Comparative Analysis of Different CNN Models for Building Segmentation from Satellite and UAV Images

Sarıtürk B., Kumbasar D., Şeker D. Z.

Photogrammetric Engineering and Remote Sensing, vol.89, no.2, pp.97-105, 2023 (SCI-Expanded) identifier identifier

  • Publication Type: Article / Article
  • Volume: 89 Issue: 2
  • Publication Date: 2023
  • Doi Number: 10.14358/pers.22-00084r2
  • Journal Name: Photogrammetric Engineering and Remote Sensing
  • Journal Indexes: Science Citation Index Expanded (SCI-EXPANDED), Scopus, PASCAL, Aerospace Database, Applied Science & Technology Source, Aquatic Science & Fisheries Abstracts (ASFA), CAB Abstracts, Communication Abstracts, Computer & Applied Sciences, Environment Index, Metadex, Pollution Abstracts, DIALNET, Civil Engineering Abstracts
  • Page Numbers: pp.97-105
  • Istanbul Technical University Affiliated: Yes


Building segmentation has numerous application areas such as urban planning and disaster management.

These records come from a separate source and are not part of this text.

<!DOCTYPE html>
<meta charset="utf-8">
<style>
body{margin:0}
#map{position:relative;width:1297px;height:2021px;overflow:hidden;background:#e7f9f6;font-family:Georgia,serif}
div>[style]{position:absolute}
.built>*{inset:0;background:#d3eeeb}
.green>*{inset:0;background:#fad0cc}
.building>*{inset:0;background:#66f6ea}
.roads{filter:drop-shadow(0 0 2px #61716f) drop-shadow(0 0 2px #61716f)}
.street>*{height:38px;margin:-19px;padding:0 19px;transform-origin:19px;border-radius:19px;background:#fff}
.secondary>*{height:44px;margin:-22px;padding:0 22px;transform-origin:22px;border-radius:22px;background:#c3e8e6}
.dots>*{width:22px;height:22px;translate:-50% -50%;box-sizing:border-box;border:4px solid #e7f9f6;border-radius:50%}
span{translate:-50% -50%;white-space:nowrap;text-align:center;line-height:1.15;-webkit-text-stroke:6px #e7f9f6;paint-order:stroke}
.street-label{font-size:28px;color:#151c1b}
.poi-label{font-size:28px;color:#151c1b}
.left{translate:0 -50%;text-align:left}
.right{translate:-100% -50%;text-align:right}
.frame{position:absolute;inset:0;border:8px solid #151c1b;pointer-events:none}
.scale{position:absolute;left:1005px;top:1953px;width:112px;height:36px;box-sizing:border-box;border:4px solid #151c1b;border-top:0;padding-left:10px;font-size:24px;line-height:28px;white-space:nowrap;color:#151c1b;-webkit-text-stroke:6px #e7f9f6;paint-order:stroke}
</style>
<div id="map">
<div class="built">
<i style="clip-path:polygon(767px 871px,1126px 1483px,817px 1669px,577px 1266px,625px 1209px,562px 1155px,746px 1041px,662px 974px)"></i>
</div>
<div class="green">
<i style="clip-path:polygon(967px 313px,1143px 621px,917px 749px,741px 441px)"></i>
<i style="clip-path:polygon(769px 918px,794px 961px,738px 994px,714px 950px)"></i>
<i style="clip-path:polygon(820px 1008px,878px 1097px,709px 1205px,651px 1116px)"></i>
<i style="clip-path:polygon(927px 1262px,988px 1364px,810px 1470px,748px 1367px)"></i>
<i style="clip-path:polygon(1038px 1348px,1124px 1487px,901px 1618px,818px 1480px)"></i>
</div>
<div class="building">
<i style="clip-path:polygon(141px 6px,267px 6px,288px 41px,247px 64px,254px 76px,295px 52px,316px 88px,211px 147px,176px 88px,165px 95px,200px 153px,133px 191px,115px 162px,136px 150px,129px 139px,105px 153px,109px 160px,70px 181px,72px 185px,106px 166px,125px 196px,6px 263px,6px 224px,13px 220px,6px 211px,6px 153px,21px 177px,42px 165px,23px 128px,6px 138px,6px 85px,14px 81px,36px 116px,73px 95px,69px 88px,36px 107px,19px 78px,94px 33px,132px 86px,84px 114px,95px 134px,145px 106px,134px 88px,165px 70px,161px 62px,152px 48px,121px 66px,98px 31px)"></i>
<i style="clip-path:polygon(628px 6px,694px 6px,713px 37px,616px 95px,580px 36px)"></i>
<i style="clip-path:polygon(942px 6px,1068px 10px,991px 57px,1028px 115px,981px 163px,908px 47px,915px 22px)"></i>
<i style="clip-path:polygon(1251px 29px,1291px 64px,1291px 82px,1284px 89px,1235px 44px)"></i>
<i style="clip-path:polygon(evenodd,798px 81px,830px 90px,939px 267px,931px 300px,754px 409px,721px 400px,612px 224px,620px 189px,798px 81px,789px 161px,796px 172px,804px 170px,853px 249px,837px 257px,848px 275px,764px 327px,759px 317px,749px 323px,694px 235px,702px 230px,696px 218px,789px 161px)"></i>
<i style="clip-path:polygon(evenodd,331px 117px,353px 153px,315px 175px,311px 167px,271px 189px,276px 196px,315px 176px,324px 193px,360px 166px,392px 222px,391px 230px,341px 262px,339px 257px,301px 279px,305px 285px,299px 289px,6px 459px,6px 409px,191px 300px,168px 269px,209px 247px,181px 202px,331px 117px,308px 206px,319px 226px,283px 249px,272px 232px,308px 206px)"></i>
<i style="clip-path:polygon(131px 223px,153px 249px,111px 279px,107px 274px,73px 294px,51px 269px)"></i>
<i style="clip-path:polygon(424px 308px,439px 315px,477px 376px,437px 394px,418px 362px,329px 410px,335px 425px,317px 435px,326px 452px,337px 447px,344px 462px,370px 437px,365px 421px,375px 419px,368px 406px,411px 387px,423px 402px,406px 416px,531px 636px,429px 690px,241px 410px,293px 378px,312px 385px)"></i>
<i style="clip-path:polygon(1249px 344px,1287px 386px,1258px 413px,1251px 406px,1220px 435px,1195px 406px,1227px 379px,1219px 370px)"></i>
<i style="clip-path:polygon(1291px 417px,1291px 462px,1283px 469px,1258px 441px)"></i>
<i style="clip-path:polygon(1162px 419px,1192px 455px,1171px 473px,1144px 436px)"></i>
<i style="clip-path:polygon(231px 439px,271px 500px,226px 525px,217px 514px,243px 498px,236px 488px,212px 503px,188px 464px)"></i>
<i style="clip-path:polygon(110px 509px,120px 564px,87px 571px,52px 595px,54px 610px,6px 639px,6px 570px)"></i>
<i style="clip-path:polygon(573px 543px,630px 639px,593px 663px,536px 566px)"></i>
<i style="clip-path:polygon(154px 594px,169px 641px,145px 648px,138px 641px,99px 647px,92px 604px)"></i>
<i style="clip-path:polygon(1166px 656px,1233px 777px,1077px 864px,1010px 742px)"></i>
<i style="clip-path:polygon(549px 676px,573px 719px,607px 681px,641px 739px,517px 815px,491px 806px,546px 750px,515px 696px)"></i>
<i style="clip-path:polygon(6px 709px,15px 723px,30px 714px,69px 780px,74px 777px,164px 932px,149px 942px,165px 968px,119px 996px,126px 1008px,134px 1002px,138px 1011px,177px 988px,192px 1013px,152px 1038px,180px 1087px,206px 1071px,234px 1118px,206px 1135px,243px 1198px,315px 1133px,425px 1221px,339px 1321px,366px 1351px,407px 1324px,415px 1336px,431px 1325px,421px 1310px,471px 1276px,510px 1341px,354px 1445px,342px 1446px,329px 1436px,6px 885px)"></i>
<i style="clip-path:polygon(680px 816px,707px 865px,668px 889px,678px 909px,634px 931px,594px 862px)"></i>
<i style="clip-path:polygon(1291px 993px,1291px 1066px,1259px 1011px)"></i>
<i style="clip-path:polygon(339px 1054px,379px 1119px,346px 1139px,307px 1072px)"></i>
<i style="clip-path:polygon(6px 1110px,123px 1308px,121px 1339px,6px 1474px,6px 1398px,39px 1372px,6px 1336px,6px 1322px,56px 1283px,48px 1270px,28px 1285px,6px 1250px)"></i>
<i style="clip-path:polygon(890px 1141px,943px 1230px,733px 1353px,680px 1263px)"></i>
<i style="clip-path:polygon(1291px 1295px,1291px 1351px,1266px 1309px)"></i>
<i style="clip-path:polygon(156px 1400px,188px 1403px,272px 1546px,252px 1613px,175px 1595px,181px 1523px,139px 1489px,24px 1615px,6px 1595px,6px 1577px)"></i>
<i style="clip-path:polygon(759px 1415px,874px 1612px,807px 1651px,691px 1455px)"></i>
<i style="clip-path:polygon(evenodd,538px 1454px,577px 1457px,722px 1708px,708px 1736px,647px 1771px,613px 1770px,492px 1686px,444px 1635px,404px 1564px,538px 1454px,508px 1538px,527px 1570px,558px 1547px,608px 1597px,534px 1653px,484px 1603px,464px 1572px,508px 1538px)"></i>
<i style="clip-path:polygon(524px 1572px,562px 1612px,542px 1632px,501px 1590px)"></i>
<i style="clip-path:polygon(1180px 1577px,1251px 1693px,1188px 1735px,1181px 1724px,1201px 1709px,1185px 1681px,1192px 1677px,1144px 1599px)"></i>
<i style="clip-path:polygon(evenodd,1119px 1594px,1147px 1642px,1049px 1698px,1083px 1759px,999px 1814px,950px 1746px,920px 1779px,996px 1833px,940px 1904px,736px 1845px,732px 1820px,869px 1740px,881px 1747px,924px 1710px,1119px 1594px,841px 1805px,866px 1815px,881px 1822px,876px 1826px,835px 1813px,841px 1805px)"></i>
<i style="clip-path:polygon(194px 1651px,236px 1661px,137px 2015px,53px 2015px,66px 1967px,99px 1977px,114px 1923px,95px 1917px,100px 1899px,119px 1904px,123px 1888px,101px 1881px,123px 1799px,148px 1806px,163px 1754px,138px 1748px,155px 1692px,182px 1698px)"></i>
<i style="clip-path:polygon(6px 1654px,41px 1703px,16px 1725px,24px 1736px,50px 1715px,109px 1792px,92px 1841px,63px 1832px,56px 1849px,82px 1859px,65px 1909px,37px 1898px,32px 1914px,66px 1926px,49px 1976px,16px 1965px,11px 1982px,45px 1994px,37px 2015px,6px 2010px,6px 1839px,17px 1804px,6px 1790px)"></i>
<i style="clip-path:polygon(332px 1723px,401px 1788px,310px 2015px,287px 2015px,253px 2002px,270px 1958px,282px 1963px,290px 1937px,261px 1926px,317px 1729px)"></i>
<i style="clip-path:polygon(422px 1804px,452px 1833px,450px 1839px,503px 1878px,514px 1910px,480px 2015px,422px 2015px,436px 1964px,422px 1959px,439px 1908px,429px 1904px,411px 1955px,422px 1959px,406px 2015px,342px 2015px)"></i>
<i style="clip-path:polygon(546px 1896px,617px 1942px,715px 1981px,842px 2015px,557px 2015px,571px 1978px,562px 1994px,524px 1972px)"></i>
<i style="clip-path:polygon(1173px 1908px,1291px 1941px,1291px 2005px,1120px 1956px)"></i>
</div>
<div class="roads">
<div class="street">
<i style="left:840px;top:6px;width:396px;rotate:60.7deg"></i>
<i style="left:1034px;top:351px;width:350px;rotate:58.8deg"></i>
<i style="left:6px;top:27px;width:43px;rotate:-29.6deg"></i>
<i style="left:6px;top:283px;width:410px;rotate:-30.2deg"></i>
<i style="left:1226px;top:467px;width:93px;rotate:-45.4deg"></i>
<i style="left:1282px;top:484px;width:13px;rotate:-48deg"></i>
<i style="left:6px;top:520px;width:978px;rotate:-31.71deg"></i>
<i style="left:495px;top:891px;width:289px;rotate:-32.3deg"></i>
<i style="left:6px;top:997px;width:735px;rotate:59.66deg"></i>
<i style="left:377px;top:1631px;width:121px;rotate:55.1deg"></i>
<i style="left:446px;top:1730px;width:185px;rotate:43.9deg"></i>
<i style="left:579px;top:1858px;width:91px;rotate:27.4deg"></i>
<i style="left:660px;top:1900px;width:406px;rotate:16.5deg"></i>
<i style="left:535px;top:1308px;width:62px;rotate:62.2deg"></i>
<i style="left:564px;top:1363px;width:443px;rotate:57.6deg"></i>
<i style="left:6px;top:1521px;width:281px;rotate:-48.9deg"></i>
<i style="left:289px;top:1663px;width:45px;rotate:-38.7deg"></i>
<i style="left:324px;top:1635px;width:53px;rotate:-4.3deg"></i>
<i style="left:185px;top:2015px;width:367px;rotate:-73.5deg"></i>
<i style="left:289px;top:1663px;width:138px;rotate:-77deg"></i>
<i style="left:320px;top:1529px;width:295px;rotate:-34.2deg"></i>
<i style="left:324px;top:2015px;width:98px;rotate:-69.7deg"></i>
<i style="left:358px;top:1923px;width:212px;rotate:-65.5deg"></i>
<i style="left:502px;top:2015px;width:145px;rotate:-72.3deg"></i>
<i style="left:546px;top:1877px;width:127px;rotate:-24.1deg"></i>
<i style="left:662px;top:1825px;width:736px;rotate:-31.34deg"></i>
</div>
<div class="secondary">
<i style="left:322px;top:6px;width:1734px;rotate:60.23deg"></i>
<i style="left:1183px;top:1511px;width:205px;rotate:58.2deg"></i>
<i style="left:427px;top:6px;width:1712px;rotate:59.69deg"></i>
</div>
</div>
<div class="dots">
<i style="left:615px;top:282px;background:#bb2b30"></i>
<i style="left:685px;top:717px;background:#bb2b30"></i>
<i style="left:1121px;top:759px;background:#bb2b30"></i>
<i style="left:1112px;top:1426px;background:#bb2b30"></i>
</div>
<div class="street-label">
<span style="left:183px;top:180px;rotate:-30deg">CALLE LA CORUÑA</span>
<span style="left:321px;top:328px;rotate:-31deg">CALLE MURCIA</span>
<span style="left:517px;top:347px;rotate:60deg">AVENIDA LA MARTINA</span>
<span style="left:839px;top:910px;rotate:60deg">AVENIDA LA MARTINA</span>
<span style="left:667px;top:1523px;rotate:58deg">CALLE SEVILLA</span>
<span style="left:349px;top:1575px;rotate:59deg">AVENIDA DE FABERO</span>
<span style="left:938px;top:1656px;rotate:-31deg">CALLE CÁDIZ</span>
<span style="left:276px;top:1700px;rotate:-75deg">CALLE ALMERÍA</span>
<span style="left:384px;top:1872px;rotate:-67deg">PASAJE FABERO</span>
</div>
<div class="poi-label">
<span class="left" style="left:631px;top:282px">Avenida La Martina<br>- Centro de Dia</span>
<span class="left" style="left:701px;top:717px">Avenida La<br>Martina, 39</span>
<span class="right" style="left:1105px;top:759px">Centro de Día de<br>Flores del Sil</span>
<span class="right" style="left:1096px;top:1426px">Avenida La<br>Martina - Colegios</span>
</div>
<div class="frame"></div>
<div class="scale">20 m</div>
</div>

In this study, 12 CNN models (U-Net, FPN, and LinkNet using EfficientNet-B5 backbone, U-Net, SegNet, FCN, and six Residual U-Net models) were gener-ated and used for building segmentation. Inria Aerial Image Labeling Data Set was used to train models, and three data sets (Inria Aerial Image Labeling Data Set, Massachusetts Buildings Data Set, and Syedra Archaeological Site Data Set) were used to evaluate trained models. On the Inria test set, Residual-2 U-Net has the highest F1 and Intersection over Union (IoU) scores with 0.824 and 0.722, respectively. On the Syedra test set, LinkNet-EfficientNet-B5 has F1 and IoU scores of 0.336 and 0.246. On the Massachusetts test set, Residual-4 U-Net has F1 and IoU scores of 0.394 and 0.259. It has been observed that, for all sets, at least two of the top three models used residual connections. Therefore, for this study, residual connections are more successful than conventional convolutional layers.